Recorded data

================

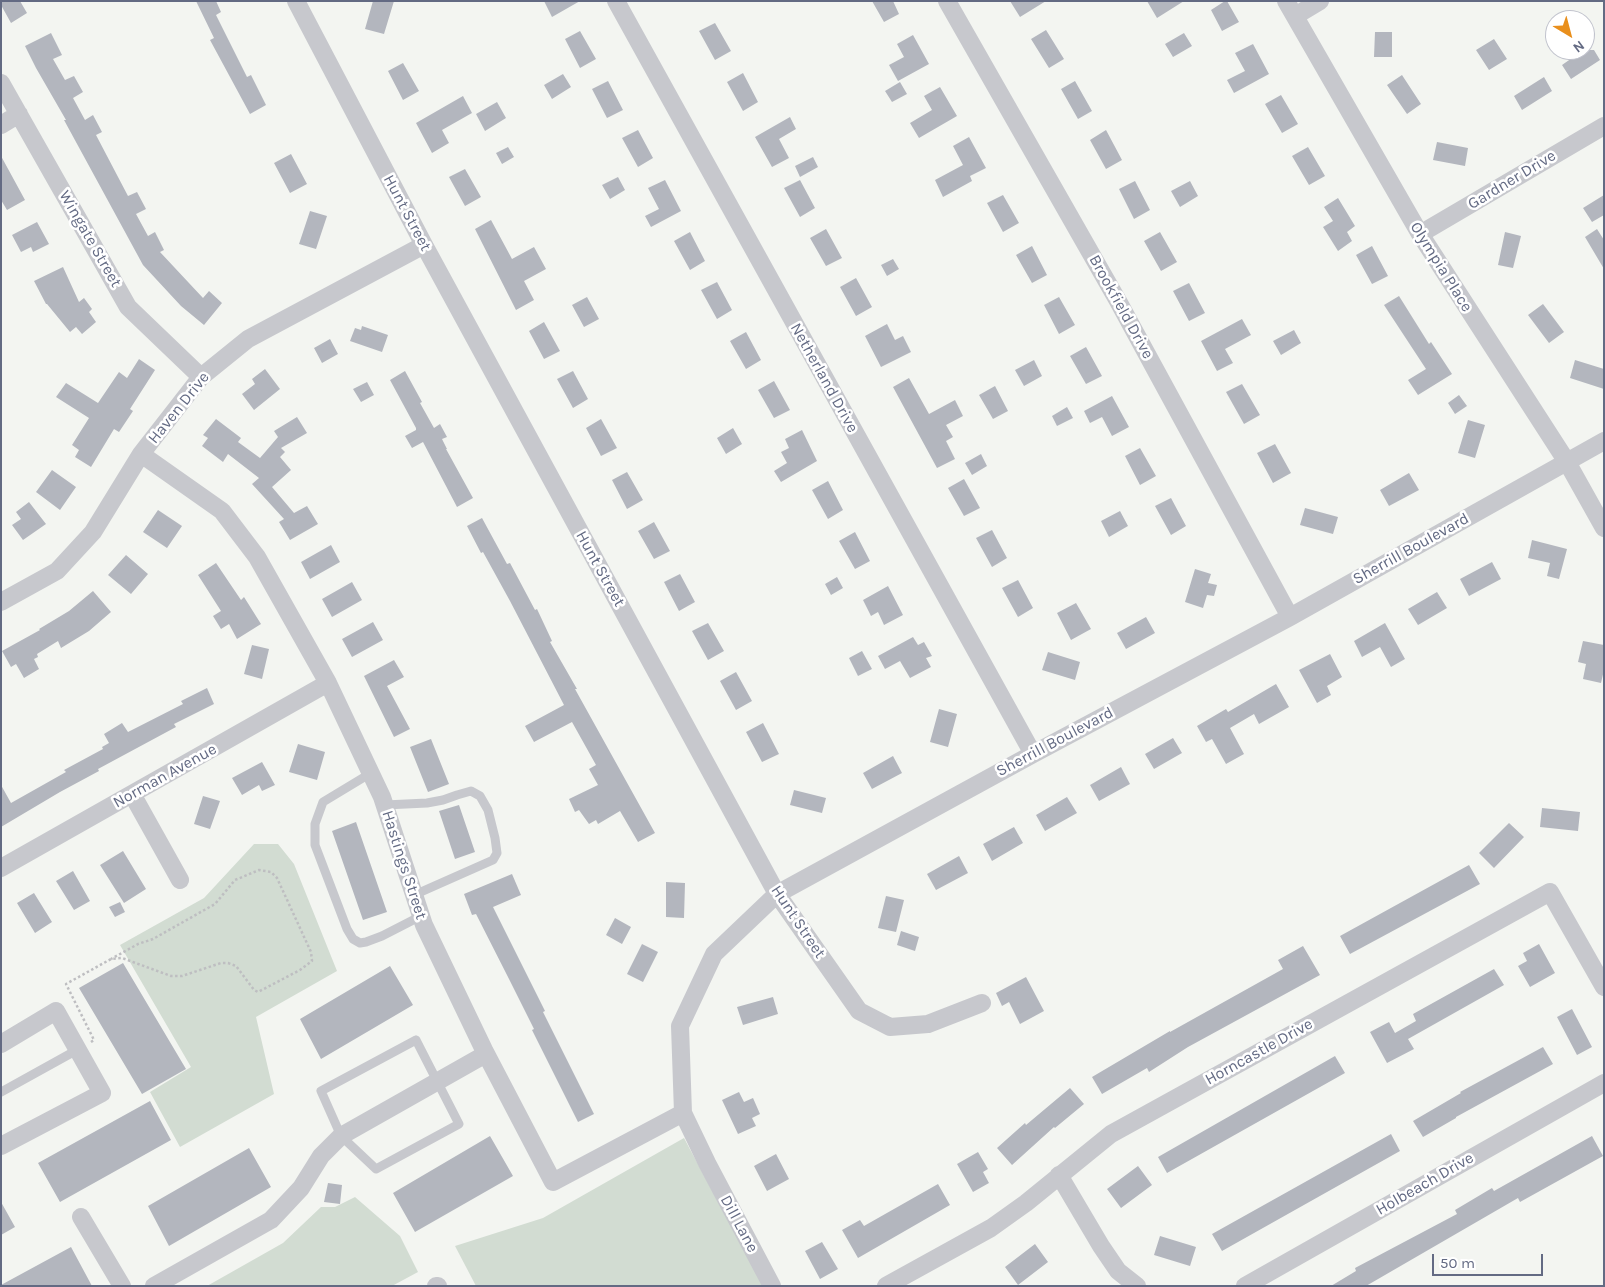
<!DOCTYPE html>
<style>
body{margin:0}
#map{position:relative;width:1605px;height:1287px;overflow:hidden;background:#f3f5f1;font-family:Karla,sans-serif}
canvas{display:block}
.frame{position:absolute;inset:0;border:2px solid #636a83;pointer-events:none}
.north{position:absolute;left:1545px;top:10px;width:50px;height:50px;box-sizing:border-box;background:#fff;border:1px solid #c1c3cd;border-radius:50%;rotate:143deg;font-size:14px;font-weight:700;line-height:20px;text-align:center;color:#636a83}
.north::after{content:'';display:block;margin:auto;width:18px;height:22px;background:#e98f1c;clip-path:polygon(50% 0,100% 100%,50% 72%,0 100%)}
.scale{position:absolute;left:1432px;top:1254px;width:111px;height:22px;box-sizing:border-box;border:2px solid #636a83;border-top:0;padding-left:6px;font-size:15px;line-height:18px;white-space:nowrap;color:#636a83;-webkit-text-stroke:4px #fff;paint-order:stroke}
</style>
<div id="map">
<canvas width="1605" height="1287"></canvas>
<div class="frame"></div>
<div class="north">N</div>
<div class="scale">50 m</div>
</div>
<script>
const context = document.querySelector('canvas').getContext('2d');
context.lineJoin = 'round';
function paint(path, color) {
  context.fillStyle = color;
  context.fill(path, 'evenodd');
}
function shape(rows) {
  const path = new Path2D();
  for (const r of rows) {
    path.moveTo(r[0], r[1]);
    for (let i = 2; i < r.length; i += 2) path.lineTo(r[i], r[i + 1]);
  }
  return path;
}
function strokePath(path, color, width, dash) {
  context.strokeStyle = color;
  context.lineWidth = width;
  context.lineCap = dash ? 'butt' : 'round';
  context.setLineDash(dash || []);
  context.stroke(path);
}
function drawText(font, color, halo, rows, align = 'center') {
  context.font = font + ' Karla,sans-serif';
  context.lineWidth = 5;
  context.setLineDash([]);
  context.textBaseline = 'middle';
  context.strokeStyle = halo;
  context.fillStyle = color;
  for (const [text, x, y, turn = 0] of rows) {
    context.save();
    context.translate(x, y);
    context.rotate((+turn || 0) * Math.PI / 180);
    context.textAlign = isNaN(turn) ? turn : align;
    if (halo) context.strokeText(text, 0, 0);
    context.fillText(text, 0, 0);
    context.restore();
  }
}
paint(shape([
 [254,844,278,844,294,864,337,971,256,1017,274,1094,180,1147,150,1092,191,1067,120,945,204,898],
 [684,1138,763,1286,476,1286,455,1246,543,1218],
 [355,1197,400,1236,418,1272,392,1286,207,1286,283,1243,321,1207,335,1207]
]), '#d2dcd2');
paint(shape([
 [1,1,20,1,27,13,11,23,1,5],
 [196,1,216,1,221,12,216,15,247,77,251,75,266,105,250,114,210,40,214,38],
 [373,1,394,1,384,34,365,29],
 [544,1,580,1,552,17],
 [872,1,893,1,899,14,884,22],
 [1010,1,1046,1,1020,17],
 [1147,1,1184,1,1157,18],
 [1225,1,1227,1,1239,22,1222,31,1211,10],
 [715,23,731,51,715,60,699,31],
 [1046,30,1064,59,1049,68,1031,39],
 [580,31,596,59,580,68,565,39],
 [1375,32,1392,32,1392,57,1374,57],
 [51,33,62,55,53,59,65,80,74,76,83,92,73,98,85,120,93,115,102,132,96,135,128,196,137,192,146,209,136,214,148,236,155,232,164,250,160,252,203,298,209,291,222,303,204,325,181,306,143,265,64,120,66,120,36,68,25,46],
 [1184,33,1192,46,1173,57,1165,44],
 [913,35,929,64,898,81,889,65,904,57,897,44],
 [1494,39,1507,59,1489,70,1476,50],
 [1253,44,1269,74,1234,93,1227,80,1245,71,1235,53],
 [1566,50,1594,50,1600,60,1571,79,1562,65,1572,58],
 [403,63,419,91,403,100,388,71],
 [743,73,758,102,743,111,727,82],
 [563,74,571,87,552,99,544,85],
 [1402,75,1421,104,1407,114,1387,85],
 [1544,77,1552,91,1522,110,1514,96],
 [608,81,623,110,607,118,592,89],
 [1075,81,1092,111,1078,119,1061,89],
 [900,82,907,94,892,102,885,91],
 [940,87,957,116,919,138,910,123,932,110,924,96],
 [1281,95,1298,124,1282,133,1265,104],
 [463,96,472,113,442,130,449,143,432,153,416,123],
 [497,102,506,118,485,131,476,114],
 [790,117,796,129,779,139,789,158,772,167,755,137],
 [638,130,653,158,638,167,622,138],
 [1106,130,1122,160,1106,169,1090,140],
 [969,137,986,168,970,176,972,181,943,197,935,180,963,165,953,146],
 [1437,142,1468,148,1465,166,1433,160],
 [508,147,514,157,502,164,496,153],
 [1308,147,1325,176,1309,185,1292,156],
 [291,154,307,184,290,193,274,163],
 [1,156,25,200,7,210,1,200],
 [813,157,818,167,800,177,795,166],
 [465,169,481,197,465,206,449,177],
 [618,177,625,190,610,199,602,185],
 [665,180,681,211,651,227,645,216,659,209,648,188],
 [800,180,815,208,800,217,784,188],
 [1135,181,1150,210,1134,219,1119,189],
 [1190,181,1198,196,1180,207,1171,191],
 [1003,195,1019,223,1003,232,987,203],
 [1604,195,1604,215,1592,222,1583,208],
 [1338,198,1355,226,1347,232,1352,241,1338,251,1323,227,1333,221,1324,207],
 [310,211,327,216,316,249,299,244],
 [491,220,512,259,534,247,546,269,524,281,534,300,516,310,475,229],
 [37,222,49,244,33,252,31,247,21,252,12,235],
 [826,229,842,258,826,266,810,238],
 [1597,229,1604,240,1604,269,1585,237],
 [690,232,705,261,690,270,674,241],
 [1160,232,1177,262,1161,271,1144,241],
 [1505,232,1521,236,1513,268,1498,265],
 [1032,246,1047,275,1032,283,1016,255],
 [1372,246,1388,276,1372,284,1356,255],
 [893,259,899,269,887,276,881,265],
 [63,267,79,302,84,298,92,309,89,312,96,322,82,334,76,327,70,332,47,304,46,304,34,281],
 [856,278,872,307,856,316,840,287],
 [717,282,732,310,717,319,701,290],
 [1189,283,1205,313,1189,321,1173,291],
 [1399,296,1429,344,1431,342,1452,374,1418,395,1408,380,1426,369,1384,305],
 [587,297,599,319,584,327,572,305],
 [1059,297,1075,325,1059,334,1044,305],
 [1543,304,1564,332,1549,343,1528,315],
 [1242,319,1251,335,1225,349,1233,363,1217,371,1201,341],
 [544,322,560,351,544,359,529,331],
 [887,324,895,340,903,336,911,352,881,367,865,336],
 [362,326,388,335,382,352,350,341,355,328,361,330],
 [1294,330,1301,343,1281,355,1273,341],
 [746,332,761,360,746,369,730,341],
 [330,339,338,354,322,363,314,348],
 [1086,347,1102,376,1086,384,1070,356],
 [139,359,155,370,130,409,133,411,119,432,114,429,91,467,75,457,79,450,72,445,89,418,56,397,66,383,98,403,119,372,127,378],
 [1034,360,1042,376,1024,386,1015,370],
 [1575,360,1604,369,1604,389,1570,378],
 [265,369,280,389,254,410,242,394,255,384,252,379],
 [405,371,422,402,420,403,434,428,440,424,447,437,442,439,447,449,446,449,473,498,457,507,423,442,412,448,405,436,416,430,416,428,390,380],
 [573,371,588,399,573,408,557,379],
 [909,378,929,414,955,400,963,416,946,425,953,437,946,441,955,459,937,468,893,387],
 [774,381,790,410,774,418,758,390],
 [367,382,374,395,361,402,353,389],
 [1242,384,1260,415,1244,424,1226,392],
 [995,386,1008,411,993,419,979,395],
 [1459,395,1467,406,1455,414,1448,403],
 [1112,396,1129,427,1112,436,1102,417,1090,423,1084,411],
 [1067,407,1073,418,1057,426,1052,416],
 [297,417,307,433,281,448,285,452,280,457,291,470,272,487,294,513,307,506,318,524,290,540,279,522,284,519,252,484,259,478,228,454,223,462,202,446,208,438,203,435,216,419,241,438,238,442,260,458,278,437,274,431],
 [601,419,617,448,601,456,586,428],
 [1468,420,1485,425,1475,458,1458,453],
 [733,428,742,444,726,454,717,438],
 [802,430,817,461,781,482,774,471,787,463,781,452,789,448,785,439],
 [1275,444,1291,473,1273,483,1257,453],
 [1140,448,1156,476,1140,485,1125,456],
 [981,454,987,466,972,475,965,463],
 [52,470,76,487,60,510,36,492],
 [627,472,643,500,627,509,612,480],
 [1409,473,1419,490,1389,506,1380,490],
 [964,479,980,508,964,516,948,488],
 [828,481,843,510,828,519,812,490],
 [1171,498,1186,526,1171,535,1155,506],
 [29,502,46,524,23,540,12,525,21,519,16,512],
 [1305,508,1338,517,1333,534,1300,525],
 [158,510,182,526,167,548,143,532],
 [1120,511,1128,526,1109,537,1101,521],
 [482,518,507,564,510,563,535,610,537,609,552,641,550,642,577,689,575,689,655,833,638,842,620,811,598,824,596,820,589,824,579,810,575,812,569,799,598,785,589,769,596,765,572,722,534,742,525,726,564,705,510,601,483,552,481,553,467,526],
 [654,522,670,551,654,559,638,531],
 [992,530,1007,558,992,567,976,538],
 [855,532,870,561,855,569,839,541],
 [1532,540,1567,549,1559,579,1547,576,1550,563,1528,558],
 [331,545,340,562,310,579,301,562],
 [126,555,148,574,131,594,108,575],
 [1492,562,1501,579,1469,596,1460,579],
 [216,563,241,600,244,597,261,624,237,639,229,624,221,629,213,616,221,611,198,575],
 [1195,569,1211,574,1208,583,1217,585,1214,596,1207,595,1203,608,1185,602],
 [680,574,695,602,679,611,664,582],
 [837,577,843,588,831,595,825,584],
 [1018,580,1033,608,1018,617,1002,588],
 [352,582,362,600,332,617,322,599],
 [888,586,903,615,884,625,878,612,871,616,863,600],
 [93,591,111,612,89,631,61,648,58,641,37,654,38,657,34,659,39,669,24,678,16,664,11,667,2,651,40,630,39,629,69,611],
 [1437,592,1447,608,1418,625,1408,609],
 [1076,603,1091,629,1071,640,1057,613],
 [1146,617,1155,633,1126,649,1117,633],
 [373,622,383,640,352,657,342,639],
 [708,623,724,651,708,660,692,631],
 [1385,623,1405,659,1391,667,1380,647,1362,657,1354,641],
 [913,637,918,645,924,642,932,656,926,658,931,667,910,678,900,661,885,669,878,656],
 [1583,641,1604,645,1604,670,1601,683,1583,679,1586,664,1578,662],
 [252,645,269,649,262,679,244,674],
 [862,651,872,669,858,676,849,658],
 [1048,652,1080,662,1075,680,1042,670],
 [1330,654,1342,677,1327,686,1331,695,1317,703,1299,670],
 [394,660,404,677,387,686,410,729,394,737,364,676],
 [736,672,752,701,736,710,720,681],
 [1276,684,1289,707,1259,724,1254,714,1230,728,1244,754,1226,764,1212,739,1206,742,1197,726,1226,709,1228,712],
 [207,688,214,704,174,724,176,727,98,769,99,771,60,792,1,827,1,785,11,803,66,772,64,770,103,749,102,747,109,743,104,734,122,723,128,732,183,704,181,701],
 [939,709,957,714,948,747,930,742],
 [763,723,779,754,762,762,746,732],
 [1173,738,1182,753,1154,769,1145,754],
 [431,739,449,784,428,792,410,747],
 [298,744,325,752,317,780,289,772],
 [893,756,902,773,872,789,863,773],
 [262,762,275,785,262,791,259,785,242,795,232,778],
 [1121,767,1130,784,1099,801,1090,785],
 [794,790,826,798,822,813,790,805],
 [203,796,220,801,210,829,194,824],
 [1067,797,1077,813,1045,831,1036,815],
 [459,805,475,852,455,859,439,811],
 [1542,808,1580,812,1578,831,1540,827],
 [356,822,387,912,363,920,332,831],
 [1509,823,1524,837,1494,868,1479,853],
 [1014,827,1023,843,992,861,983,844],
 [123,851,146,889,124,903,100,865],
 [959,856,968,873,936,890,927,874],
 [1469,865,1480,884,1350,954,1340,936],
 [73,871,90,901,74,910,56,881],
 [512,874,521,895,493,907,545,1011,543,1012,594,1114,578,1122,532,1030,534,1029,509,979,476,914,472,915,464,894],
 [666,882,685,883,684,918,666,917],
 [34,893,52,922,35,933,17,903],
 [886,896,904,900,896,932,878,928],
 [120,902,125,912,115,917,109,907],
 [615,918,631,927,622,944,606,935],
 [901,931,919,937,915,951,897,945],
 [642,944,658,952,643,982,627,974],
 [1539,944,1555,973,1530,987,1518,966,1527,961,1523,953],
 [1303,946,1320,975,1188,1047,1149,1072,1147,1068,1102,1094,1092,1077,1170,1031,1170,1032,1283,969,1278,960],
 [123,963,186,1069,142,1094,79,988],
 [390,966,413,1005,321,1059,300,1019],
 [1494,969,1504,985,1408,1039,1414,1049,1387,1063,1370,1032,1389,1022,1395,1033,1416,1021,1413,1014],
 [1026,977,1044,1011,1020,1024,1009,1002,1002,1006,996,993],
 [773,997,778,1014,743,1025,737,1007],
 [1572,1009,1592,1047,1577,1055,1557,1017],
 [1543,1047,1553,1064,1456,1117,1456,1118,1423,1137,1413,1121,1461,1093,1460,1092],
 [1335,1056,1345,1073,1167,1173,1158,1157],
 [1070,1088,1084,1104,1055,1128,1054,1127,1012,1165,997,1148,1025,1123,1026,1125],
 [739,1092,744,1102,753,1098,760,1114,752,1118,756,1126,738,1134,722,1100],
 [150,1101,171,1140,60,1202,38,1163],
 [1391,1134,1400,1151,1222,1251,1212,1234],
 [490,1136,513,1176,415,1232,393,1193],
 [1592,1136,1603,1156,1520,1202,1518,1198,1366,1286,1331,1286,1356,1271,1355,1268,1457,1214,1455,1210,1492,1188,1494,1191],
 [249,1148,271,1187,169,1246,148,1206],
 [978,1152,988,1169,983,1172,989,1183,973,1192,957,1164],
 [776,1154,789,1179,767,1191,754,1166],
 [1138,1166,1152,1185,1121,1208,1107,1189],
 [328,1183,342,1185,340,1204,324,1202],
 [938,1184,950,1205,858,1258,842,1230,860,1220,864,1226],
 [1,1202,15,1227,1,1235],
 [1160,1236,1196,1247,1190,1266,1154,1255],
 [822,1242,838,1269,820,1279,805,1251],
 [1035,1244,1048,1262,1018,1285,1005,1267],
 [71,1247,92,1286,1,1286,1,1285]
]), '#b3b6be');
strokePath(shape([
 [91,1042,94,1040,66,984,111,959,122,958,171,976,182,976,221,963,228,963,236,966,254,990,258,992,300,970,312,961,311,952,277,878,271,872,259,870,235,880,215,904,153,939,138,944,111,959]
]), '#bebec1', 2.5, [2.5, 2.5]);
strokePath(shape([
 [371,773,323,802,315,824,315,845,347,929,353,939,360,943,366,942,382,936,421,916],
 [385,805,427,803,443,800,457,795,471,791,480,796,488,810,495,838,497,853,493,860,414,895],
 [416,1040,459,1124,376,1169,341,1136,321,1091,416,1040],
 [1,1092,77,1050]
]), '#c7c8cd', 9);
strokePath(shape([
 [296,1,424,245,777,894,859,1011,890,1027,928,1024,982,1003],
 [616,1,1033,754],
 [947,1,1118,301,1290,617],
 [1286,1,1420,234,1567,462,1604,528],
 [1295,16,1320,1],
 [1,83,128,307,201,377],
 [1,125,19,114],
 [1420,234,1604,126],
 [141,454,222,511,257,557,328,683,382,797,424,925,484,1050,553,1182,683,1113],
 [1,602,57,571,93,532,141,454,201,377,248,339,424,245],
 [132,794,180,880],
 [1,868,328,683],
 [1,1044,56,1011,102,1093,1,1146],
 [1059,1175,1101,1246,1118,1271,1137,1286],
 [81,1217,122,1286],
 [154,1286,271,1220,301,1188,321,1156,341,1136,486,1054],
 [436,1286,438,1286],
 [772,1286,707,1163,683,1113,680,1026,714,954,777,894,1033,754,1290,617,1604,441],
 [886,1286,991,1228,1026,1203,1111,1134,1550,892,1604,987],
 [1245,1286,1604,1083]
]), '#c7c8cd', 18);
drawText('16px', '#636a83', '#fff', [
 ["Gardner Drive",1512,180,-31],
 ["Hunt Street",407,213,62],
 ["Wingate Street",90,239,60],
 ["Olympia Place",1441,267,58],
 ["Brookfield Drive",1121,307,61],
 ["Netherland Drive",824,378,61],
 ["Haven Drive",179,408,-51],
 ["Sherrill Boulevard",1411,549,-29],
 ["Hunt Street",600,569,61],
 ["Sherrill Boulevard",1055,742,-28],
 ["Norman Avenue",165,776,-29],
 ["Hastings Street",404,865,72],
 ["Hunt Street",798,922,56],
 ["Horncastle Drive",1259,1052,-29],
 ["Holbeach Drive",1425,1184,-30],
 ["Dill Lane",739,1224,62]
]);
</script>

================

*Directions*.
Go through the records above and copy each line where "background" is found.

*Solution for this task*.
#map{position:relative;width:1605px;height:1287px;overflow:hidden;background:#f3f5f1;font-family:Karla,sans-serif}
.north{position:absolute;left:1545px;top:10px;width:50px;height:50px;box-sizing:border-box;background:#fff;border:1px solid #c1c3cd;border-radius:50%;rotate:143deg;font-size:14px;font-weight:700;line-height:20px;text-align:center;color:#636a83}
.north::after{content:'';display:block;margin:auto;width:18px;height:22px;background:#e98f1c;clip-path:polygon(50% 0,100% 100%,50% 72%,0 100%)}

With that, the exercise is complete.